Well, avoid static wait states; If you're just going to set a static value in seconds, you're probably just working around a downstream limitation (i.e. by polling).

This is probably the recommendation on this list I ignore the most myself, but I don't feel good about it when I do.

Remember that you can wait a dynamic amount of time by using SecondsPath to reference a value, or to a specific time using TimestampPath and the JSON path syntax (e.g. $.path.to.my.value). By using these values and setting the value dynamically, you can implement back-off timing as well.

Avoid Activities

Activities used to be the only way to do long-running, out-of-band work that didn't fit in to a Step Function service integration.

This is no longer the case now that we have the callback pattern: Start a task, and have the worker callback to the Step Function (with the task token) when it's completed; no polling, no waiting.

Step Function Callback Pattern

There's of the callback pattern in the documentation, and in the Sample Projects if you create a Step Function through the console:

Callback Sample Project

Nest Step Functions

Another one of the recently released features is the ability for a Step Function to have a service integration with Step Functions; meta, I know.

This is great because it allows you to encapsulate and "abstract away" related (but complex) workflows in their own state machine.

Use Dynamic Parallelism Sparingly

While I haven't had a chance to use to use the just-announced dynamic parallelism, I will be using it with care when I do.
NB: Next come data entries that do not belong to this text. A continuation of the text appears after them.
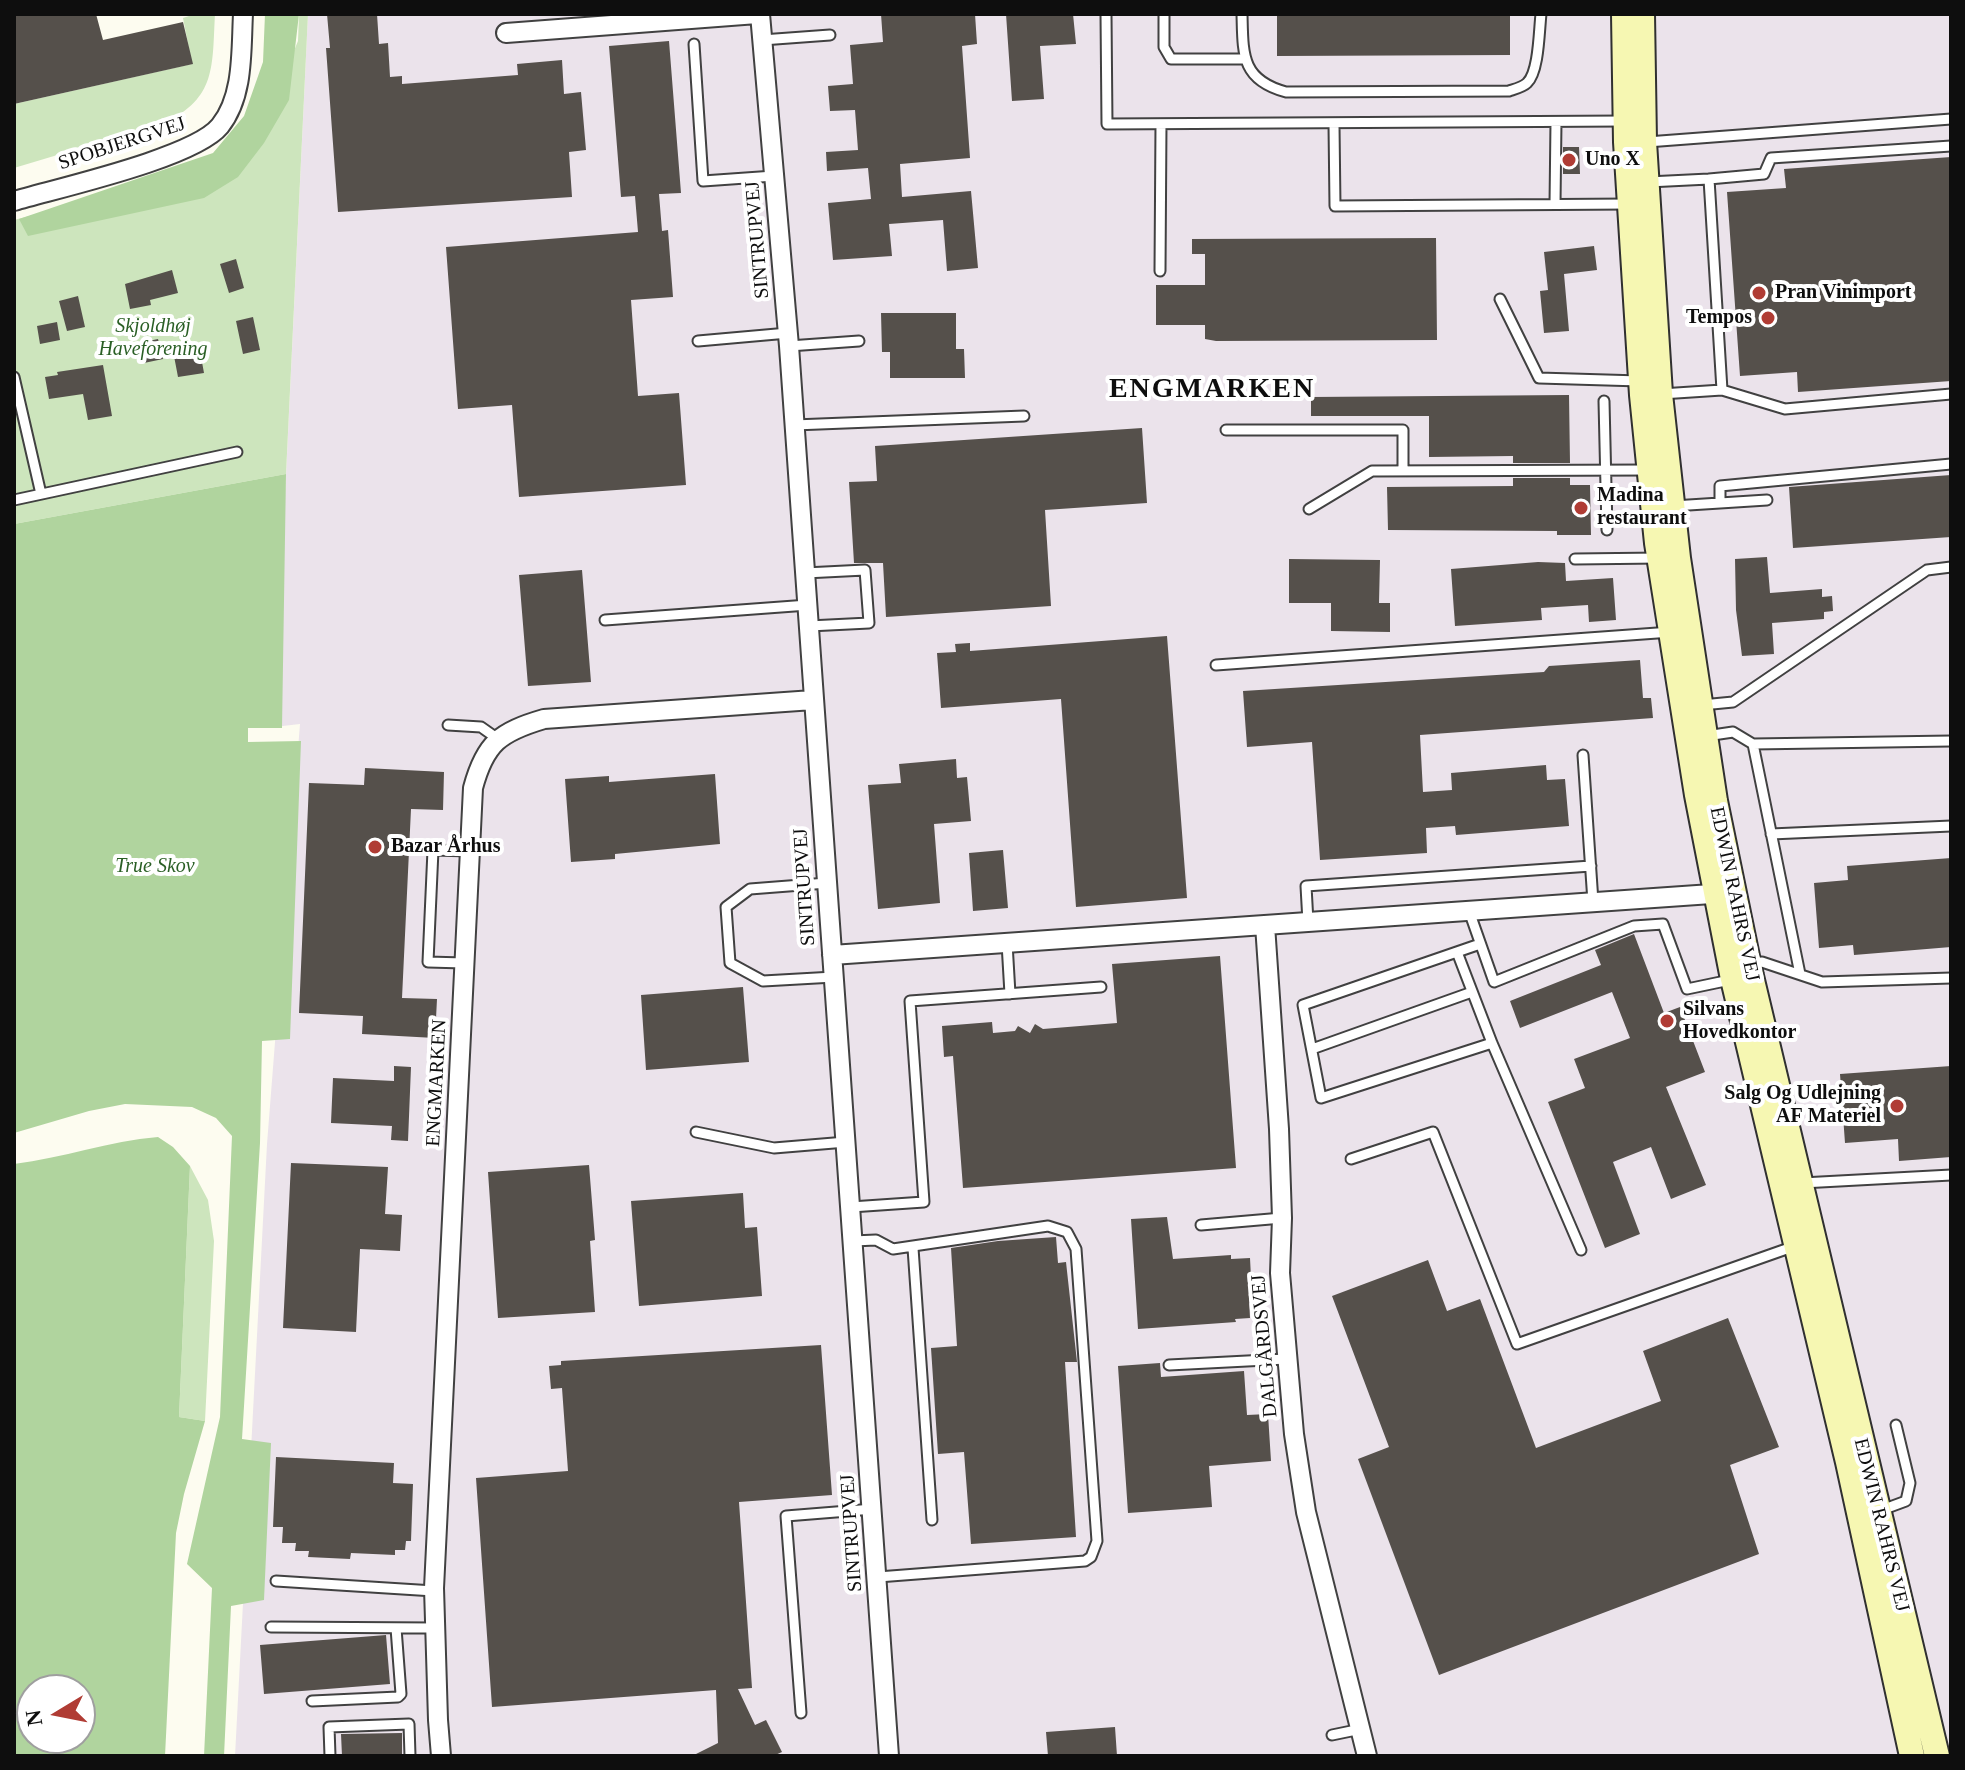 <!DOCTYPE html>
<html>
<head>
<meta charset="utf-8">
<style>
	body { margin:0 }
	#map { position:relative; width:1965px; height:1770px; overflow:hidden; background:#fdfcf0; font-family:"Times New Roman",serif }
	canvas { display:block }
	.frame { position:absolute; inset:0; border:16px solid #0e0e0e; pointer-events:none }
	.north { position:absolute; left:16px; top:1674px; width:80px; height:80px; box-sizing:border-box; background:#fff; border:2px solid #9f9f9f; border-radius:50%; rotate:260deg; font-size:22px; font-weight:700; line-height:32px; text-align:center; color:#0e0e0e }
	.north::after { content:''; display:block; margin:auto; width:28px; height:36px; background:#b03c34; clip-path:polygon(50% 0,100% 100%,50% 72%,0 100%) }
</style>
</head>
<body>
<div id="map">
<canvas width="1965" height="1770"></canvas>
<div class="frame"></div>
<div class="north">N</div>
</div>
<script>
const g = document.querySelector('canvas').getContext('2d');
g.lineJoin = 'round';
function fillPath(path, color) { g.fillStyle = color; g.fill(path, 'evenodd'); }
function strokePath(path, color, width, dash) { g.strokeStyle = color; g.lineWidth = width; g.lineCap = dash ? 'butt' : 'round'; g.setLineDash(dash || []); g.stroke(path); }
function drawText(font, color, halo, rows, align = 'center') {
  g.font = font + ' "Times New Roman",serif'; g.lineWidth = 8; g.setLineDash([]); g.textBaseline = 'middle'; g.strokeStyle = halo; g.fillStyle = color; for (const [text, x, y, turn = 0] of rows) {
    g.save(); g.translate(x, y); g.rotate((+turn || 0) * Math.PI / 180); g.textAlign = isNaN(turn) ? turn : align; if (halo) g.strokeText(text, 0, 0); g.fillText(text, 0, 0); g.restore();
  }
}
const industrial = new Path2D(`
	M308,14h1643v1742h-1716l32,-612 33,-420 -26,3z`);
const green = new Path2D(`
	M195,14h20c-3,52 2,84 -51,109l-150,45v-64l178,-40 -9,-46z
	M299,14h9l-22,460 -272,50v-304l235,-61 49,-118z
	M190,1166l18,34 6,41 -9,180 -26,-4z`);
const forest = new Path2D(`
	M265,14h34l-10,86 -25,43 -26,34 -34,21 -176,38 -9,-17 194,-66 31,-37 19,-54z
	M286,474l-4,254h-34v14l53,-1 -11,298 -28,2 -2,102 -18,296 29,4 -7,157 -33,6 -7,150h-20l8,-168 -25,-24 33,-147 12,-281 -16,-18 -24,-11 -67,-3 -36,7 -75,22v-609z
	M158,1137l15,10 17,19 -11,251 26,4 -21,73 -8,39 -11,223h-151v-592c49,-6 95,-23 144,-27zM32,1690h48v48h-48z`);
const building = new Path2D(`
	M14,14h82l7,26 80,-18 10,42 -179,40z
	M327,14h50l2,30 9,-1 2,34 12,-1v8l116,-9 -1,-11 45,-4 2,34 17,-2 5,58 -17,2 3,45 -234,15 -12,-164h4z
	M881,14h94l2,30 -15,2 8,112 -70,6 2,33 69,-6 7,77 -31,3 -4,-51 -54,4 3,32 -59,4 -5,-57 43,-4 -3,-31 -41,3 -1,-19 32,-2 -3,-40 -25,1 -2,-25 25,-2 -3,-39 33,-3z
	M1006,14h67l3,30 -36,2 4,53 -32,2z
	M1277,14h233v41l-233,1z
	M669,41l12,152 -22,1 3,37 6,-1 5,67 -42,3 7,96 41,-3 7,92 -167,12 -7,-92 -54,4 -12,-162 192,-15 -3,-36 -14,1 -12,-151z
	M1563,147h16l1,27h-17z
	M1951,157v224l-153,11 -1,-20 -57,4 -13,-184 59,-4 -2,-19z
	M1436,238l1,102 -221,1 -11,-2v-14h-49v-40h49v-31h-13v-15z
	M1594,246l3,24 -33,4 5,57 -25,2 -4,-42 8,-1 -4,-38z
	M236,259l8,29 -15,5 -9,-29z
	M172,270l6,23 -28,7 1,5 -21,4 -5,-25z
	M78,296l7,31 -18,4 -8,-30z
	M881,313h75v36h8l1,29h-75v-26h-8z
	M253,317l7,33 -17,4 -7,-33z
	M57,322l3,18 -20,4 -3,-18z
	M158,339l5,20 -19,4 -5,-20z
	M200,351l4,22 -26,4 -4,-21z
	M103,365l9,51 -24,4 -5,-26 -34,5 -4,-22 13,-2 -1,-3z
	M1569,395l1,68h-57v-7l-84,1v-41h-118v-19z
	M1142,428l5,75 -102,7 6,96 -165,11 -3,-54h-29l-5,-81 28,-1 -2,-35z
	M1951,475v62l-158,11 -4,-61z
	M1513,478h57v7h20l1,50h-34v-4l-169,-1 -1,-43 126,-1z
	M1767,557l3,36 52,-4v8l10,-1 1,15 -9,1v7l-52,4 2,31 -32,2 -6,-46 -1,-51z
	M1289,559l91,1 -1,43h11v29l-59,-1v-28h-42z
	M1538,562l27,1 1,18 47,-3 3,42 -27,2 -1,-17 -47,3 1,12 -87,6 -4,-57z
	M582,570l9,112 -63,4 -9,-111z
	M1167,636l20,262 -111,9 -15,-208 -120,9 -4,-55 19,-1 -1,-8 15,-1v8z
	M1640,660l3,38h8l2,20 -233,17 3,57 29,-2 -1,-17 95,-8 1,15 18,-1 4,47 -113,9 -1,-9 -29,2 1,25 -107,7 -8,-118 -65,5 -4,-56 301,-19 5,-6z
	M956,759l1,19 10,-1 4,44 -37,3 6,79 -62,6 -10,-124 33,-2 -2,-19z
	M365,768l79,4 -1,38 -32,-1 -9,189 35,1 -2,39 -73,-4 1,-18 -64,-3 10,-230 55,2z
	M715,774l5,70 -105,10v5l-44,3 -6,-83 44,-3v6z
	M1003,850l5,58 -35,3 -4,-58z
	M1951,858v89l-97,8 -1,-10 -34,3 -5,-65 34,-3 -1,-14z
	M1634,934l30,79 16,-6 25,65 -39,15 40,98 -35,14 -20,-52 -38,15 27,72 -35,14 -57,-146 37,-14 -11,-29 56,-21 -18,-46 -92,36 -10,-27 91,-36 -6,-15z
	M1220,956l16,212 -273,20 -10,-132 -9,1 -2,-31 50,-4 1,11 22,-2 3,-5 12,7 5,-9 8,5 74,-6 -5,-59z
	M743,987l6,75 -103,8 -5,-75z
	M394,1066l17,1 -3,74 -17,-1 1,-14 -61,-3 2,-45 61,3z
	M1951,1066v91l-52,4 -1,-22 -53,4 -5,-69z
	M291,1163l97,4 -3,47 17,1 -2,36 -40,-2 -4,83 -73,-4z
	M589,1165l6,75 -5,1 5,71 -97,6 -10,-146z
	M743,1193l2,35 12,-1 5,69 -123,10 -8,-105z
	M1167,1217l6,42 58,-4v4l19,-1 2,40h-3l1,20 -15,1 1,3 -98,7 -7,-110z
	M1056,1237l2,26 8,-1 11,100h-12l11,175 -105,7 -7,-92 -26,2 -7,-106 26,-2 -6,-98 47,-7z
	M1428,1260l19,51 33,-12 56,149 125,-47 -18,-50 85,-33 51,129 -49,18 29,89 -320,121 -81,-216 31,-12 -57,-151z
	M821,1345l11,150 -93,7 13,186 -14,1 17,36 11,-5 16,32 -9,4h-81l26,-13 -2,-53 -224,17 -16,-229 92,-7 -6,-83 -11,1 -2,-23 12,-1v-4z
	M1160,1363l1,14 83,-6 3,44 21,-1 3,47 -62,5 3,41 -84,6 -10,-147z
	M276,1457l118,6 -1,20 20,1 -2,57h-5l-1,9h-10v5l-44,-2 -1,6 -42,-2 1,-6h-14l1,-8h-14l1,-16h-10z
	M386,1635l4,49 -126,10 -4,-49z
	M1115,1727l2,29h-69l-2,-24z
	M402,1733v23h-60l-1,-22z`);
const lane = new Path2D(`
	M1106,14l1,110 517,-3
	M1164,14v33l7,12h74
	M1242,14c1,40 -1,66 44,78l223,-1c6,-2 14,-4 18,-8 12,-11 12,-52 14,-69
	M762,40l68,-5
	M694,44l9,137 71,-5
	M1334,125l1,81 295,-2
	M1647,142l304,-23
	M1709,179l55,-5 7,-16 180,-12
	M1648,182l61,-3 13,211 -61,4
	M1555,204l1,-82
	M1160,271l1,-147
	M1500,299l39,79 101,3
	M698,341l90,-8
	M789,346l70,-5
	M14,377l27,117
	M1722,390l63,19 166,-15
	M1604,401l3,129
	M794,425l230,-9
	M1226,430h177v41
	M14,500l223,-48
	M1720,503v-17l231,-22
	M1673,506l94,-6
	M1309,509l63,-38 277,-1
	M1575,559l85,-1
	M805,573l60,-3 4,53 -60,3
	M605,620l203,-15
	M1216,665l455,-33
	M1702,705l31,-3 194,-132 24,-3
	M448,725l33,2 17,12
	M1706,736l27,-4 20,12 198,-3
	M1753,744l47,230
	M1583,755l10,147
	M1771,834l180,-8
	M827,883l-77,6 -24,18 4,56 33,18 71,-4
	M1469,911l25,71 140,-56 29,-2 24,65 43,-9
	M1308,922l-2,-36 285,-20
	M1007,943l3,51
	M1480,944l-177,61 18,93 171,-55
	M1457,952l35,91 89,207
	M464,963l-36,-1 5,-112 37,1
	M1751,963l11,-1 60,20 129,-4
	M1312,1049l160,-57
	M696,1132l78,16 72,-6
	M1351,1159l82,-27 84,212 278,-98
	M1802,1183l149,-8
	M851,1207l73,-5 -14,-201 191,-14
	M1201,1225l81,-7
	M853,1241l23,-1 17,9 155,-23 19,6 9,17 21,292 -6,16 -6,4 -207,16
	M913,1248l19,272
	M1169,1365l117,-6
	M1879,1511l27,-10 4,-18 -14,-58
	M276,1581l158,10
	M271,1627l164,1
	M312,1701l86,-4 3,-3 -5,-66
	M801,1713l-15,-197 87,-7
	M1332,1735l29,-6
	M330,1756l-1,-29 80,-3 1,32`);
const street = new Path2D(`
	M760,14l29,332 100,1410
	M506,33l251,-19
	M14,201c44,-13 180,-43 206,-75 24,-30 21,-75 23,-112
	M1265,925l14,204 3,89 -2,55 14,161 12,78 61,244
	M832,955l894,-62
	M441,1756l-3,-36 -4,-132 39,-800c12,-45 27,-56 71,-69l269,-19`);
const secondary = new Path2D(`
	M1624,14l2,128 16,253 15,148 40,252 36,184 115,483 64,294
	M1642,14l2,128 16,252 18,164 37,243 36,175 186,780`);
const markers = [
	[1569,160,8,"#b03c34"],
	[1759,293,8,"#b03c34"],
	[1768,318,8,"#b03c34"],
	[1581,508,8,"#b03c34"],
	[375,847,8,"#b03c34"],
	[1667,1021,8,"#b03c34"],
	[1897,1106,8,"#b03c34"]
];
const streetNames = [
	["SPOBJERGVEJ",122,144,-18],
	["SINTRUPVEJ",758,240,-95],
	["SINTRUPVEJ",805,887,-94],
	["EDWIN RAHRS VEJ",1734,894,78],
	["ENGMARKEN",437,1083,-87],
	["DALGÅRDSVEJ",1265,1346,-95],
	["EDWIN RAHRS VEJ",1881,1525,76],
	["SINTRUPVEJ",852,1533,-94]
];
const poiNames = [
	["Uno X",1585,160],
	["Pran Vinimport",1775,293],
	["Tempos",1752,318,"right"],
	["Madina",1597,496],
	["restaurant",1597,519],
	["Bazar Århus",391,847],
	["Silvans",1683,1010],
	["Hovedkontor",1683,1033],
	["Salg Og Udlejning",1881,1094,"right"],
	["AF Materiel",1881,1117,"right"]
];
const parkNames = [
	["Skjoldhøj",153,327],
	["Haveforening",153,350],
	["True Skov",155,867]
];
const districtNames = [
	["ENGMARKEN",1212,390]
];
fillPath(industrial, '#ebe3eb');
fillPath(green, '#cde5bd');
fillPath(forest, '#b0d49e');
fillPath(building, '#55504b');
strokePath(lane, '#414141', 13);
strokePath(street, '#414141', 22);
strokePath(secondary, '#303030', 28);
strokePath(lane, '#fff', 9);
strokePath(street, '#fff', 18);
strokePath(secondary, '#f6f7b2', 24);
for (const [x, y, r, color] of markers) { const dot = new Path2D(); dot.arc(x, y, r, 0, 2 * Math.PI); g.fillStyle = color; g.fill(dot); strokePath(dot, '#fff', 3); }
drawText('20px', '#0e0e0e', '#fff', streetNames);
drawText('bold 20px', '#0e0e0e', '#fff', poiNames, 'left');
drawText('italic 20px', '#2a5f25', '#fff', parkNames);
g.letterSpacing = '2px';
drawText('bold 28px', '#0e0e0e', '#fff', districtNames);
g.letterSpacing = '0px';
</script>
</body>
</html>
While it might be the most requested feature, I can definitely see ways that this functionality can go wrong. Part of the benefit I see in Step Functions is that it limits you things you can explicitly declare up-front; sometimes less is more. Hopefully, the built-in limitations of the states language will help protect users (i.e. ME) from any run-away scenarios...

Monitoring

You should keep an eye on how your Step Functions run. A CloudWatch Dashboard with the following recommended metrics would be a good place to start:

  • ExecutionsStarted
  • ExecutionsFailed
  • ExecutionsAborted
  • ExecutionsTimedOut
  • LambdaFunctionsStarted
  • LambdaFunctionsTimedOut

These basic metrics will highlight if your executions start behaving strangely, without taking a long time to think about or configure.

Conclusion

These are recommendations, that you can - and should - ignore in the right situations.

That being said, if you don't have a reason to ignore them I strongly recommend you follow them, as they will help you when things go wrong in your state machines. As always, the Amazon States Language Specification is your friend.